Message-ID: <20150909220517.GH10639@redhat.com>
References: <BLUPR02MB1698DD8F0D1550366489DF8CCD620@BLUPR02MB1698.namprd02.prod.outlook.com>
 <CALYGNiOg_Zq8Fz-VWskH7LVGdExuq=03+56dpCsDiZ6eAq2A4Q@mail.gmail.com>
 <55DC3BD4.6020602@suse.cz>
 <alpine.DEB.2.10.1509011522470.11913@chino.kir.corp.google.com>
MIME-Version: 1.0
Content-Type: text/plain; charset=us-ascii
Content-Disposition: inline
In-Reply-To: <alpine.DEB.2.10.1509011522470.11913@chino.kir.corp.google.com>
Sender: owner-linux-mm@kvack.org
List-ID: <linux-mm.kvack.org>
To: David Rientjes <rientjes@google.com>
Cc: Vlastimil Babka <vbabka@suse.cz>, Konstantin Khlebnikov <koct9i@gmail.com>, James Hartshorn <jhartshorn@connexity.com>, "linux-mm@kvack.org" <linux-mm@kvack.org>, "Kirill A. Shutemov" <kirill@shutemov.name>, Mel Gorman <mgorman@techsingularity.net>

On Tue, Sep 01, 2015 at 03:26:34PM -0700, David Rientjes wrote:
> I don't believe it is an issue that cannot be worked around in userspace 
> either with MADV_NOHUGEPAGE or PR_SET_THP_DISABLE.

Agreed, for the legit cases where THP can hurt, the bugreport should
be sent to the databases so they can use one of the two above
features.

It really depends on the database if it hurts or not, in fact the
majority of databases benefits from THP (others can provide the exact
details). So in average it's still a net gain even for databases.

I'm aware of a single db case where THP hurts and it makes perfect
sense why it hurts (and it's not Oracle): redis and only during
snapshotting, see the end of the email.

Setting THP global tweak to "madvise" was designed for embedded
systems were losing even 4k of RAM matters, "madvise" should be more
about the memory footprint then the performance.

qemu-kvm uses MADV_HUGEPAGE so it is enabled even when the the global
setting is "madvise" exactly because with qemu the memory footprint
won't change regardless enabled or disabled. If you're very low on
memory "madvise" makes sense just in case.

Note also that even Oracle if run in KVM guests (and I'd recommend to
run it always in KVM guests) performs almost _half_ a slow, if THP is
not enabled in the _host_.

About Oracle I think it's more a case that THP cannot help Oracle
because Oracle already uses hugetlbfs which is guaranteed equal or
faster of THP as it has the memory preallocated matching the SGA,
1GByte page support, it doesn't need compaction, it doesn't run into
constraints by the restriction of preallocating the memory at
boot. Still I've no idea how THP could hurt Oracle, unless they got a
buggy implementation in their version of the kernels... or unless they
entirely missed the feature in some of their kernels.
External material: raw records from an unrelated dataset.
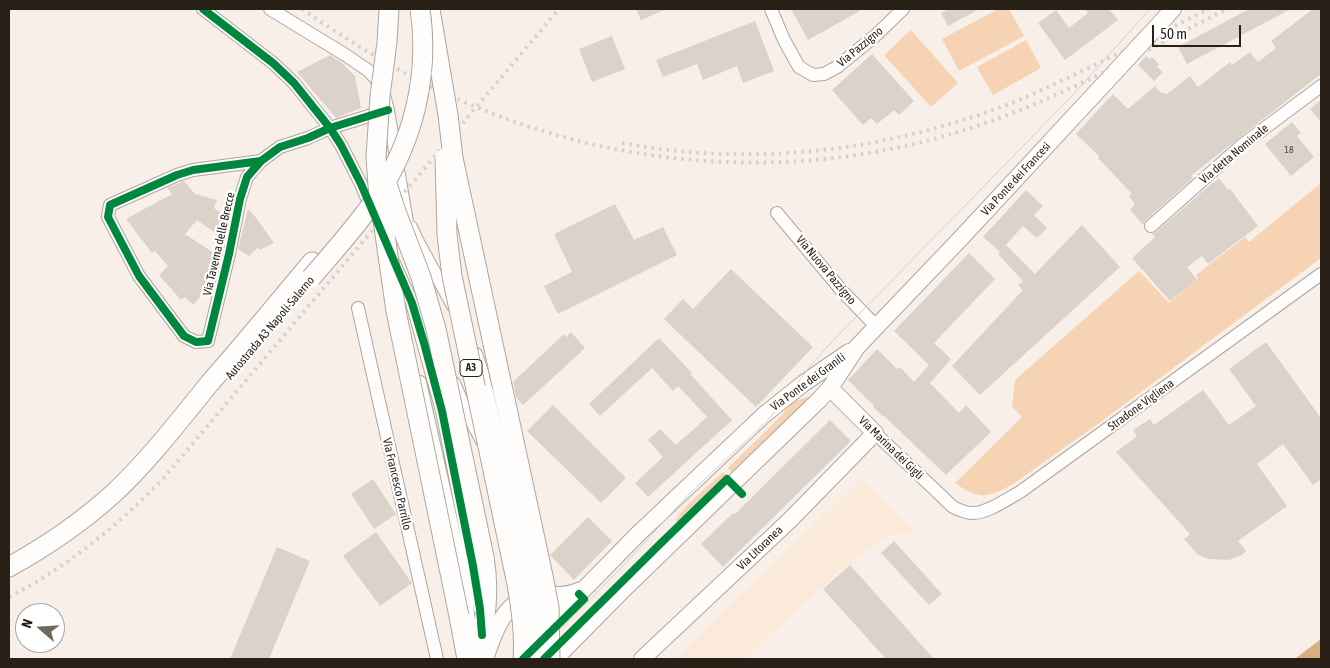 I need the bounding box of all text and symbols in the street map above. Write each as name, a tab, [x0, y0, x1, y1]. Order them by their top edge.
scale bar	[1155, 15, 1244, 47]
street label: Via Pazzigno	[834, 24, 886, 70]
text: 50 m	[1160, 25, 1187, 42]
street label: Via detta Nominale	[1197, 121, 1271, 187]
street label: Via Ponte dei Francesi	[978, 139, 1054, 219]
house number: 18	[1284, 144, 1294, 156]
street label: Via Taverna delle Brecce	[200, 191, 238, 297]
street label: Via Nuova Pazzigno	[793, 233, 859, 307]
street label: Autostrada A3 Napoli-Salerno	[223, 273, 317, 383]
street label: Via Ponte dei Granili	[768, 350, 848, 414]
road number: A3	[460, 359, 482, 376]
street label: Stradone Vigliena	[1105, 376, 1177, 434]
street label: Via Marina dei Gigli	[856, 413, 926, 483]
street label: Via Francesco Parrillo	[379, 437, 415, 531]
street label: Via Litoranea	[734, 523, 786, 573]
north arrow	[15, 603, 65, 653]
text: N	[18, 617, 36, 630]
I can't recall any outstanding THP related bugreport from Oracle, feel
free to search the kernel lists to point me to an open bugreport from
Oracle about THP performance hurting Oracle so I can have a look at
some data. I'm only aware about the generic allegations on their
website.

My guess was that THP being a tradeoff, from a purely risk-off
prospective (they can't get benefit from the winning side of the trade
anyway as they already rightfully optimized everything with hugetlbfs)
it's fair enough for Oracle to recommend to disable THP for Oracle
(including when it's run in the KVM guests). Even then I think they
should simply use the prctl if that's the reason of they
recommendation, so other processes like java and other apps can still
run much faster with THP (especially in guest, and that applies to all
hypervisors including proprietary ones, it's an hardware issue with
EPT/NPT, software can do nothing but use THP both on guest and host to
optimize).

The alternate malloc allocator also should consider disabling THP with
MADV_NOHUGEPAGE if it's totally relying on MADV_DONTNEED in order to
free up memory in a 4k fragmented way and the user needs low memory
footprint. That's what MADV_NOHUGEPAGE is for. If Kirill's
split_huge_page change goes in, that such a MADV_DONTNEED will
generate a even more extreme memory loss in the alternate malloc
allocator, because currently khugepaged won't collapse the hugepage if
the pte of the surrounding 4k pages within the 2m hugepage are not
young (young as in pte_young), i.e. if there's some memory pressure,
the 4k hole will remain an hole and khugepaged will skip it and the
memory can potentially remain free forever. After the split_huge_page
change proposed, there will be no way MADV_DONTNEED can free up any
memory at all, within a 2MB hugepage, no matter the memory pressure.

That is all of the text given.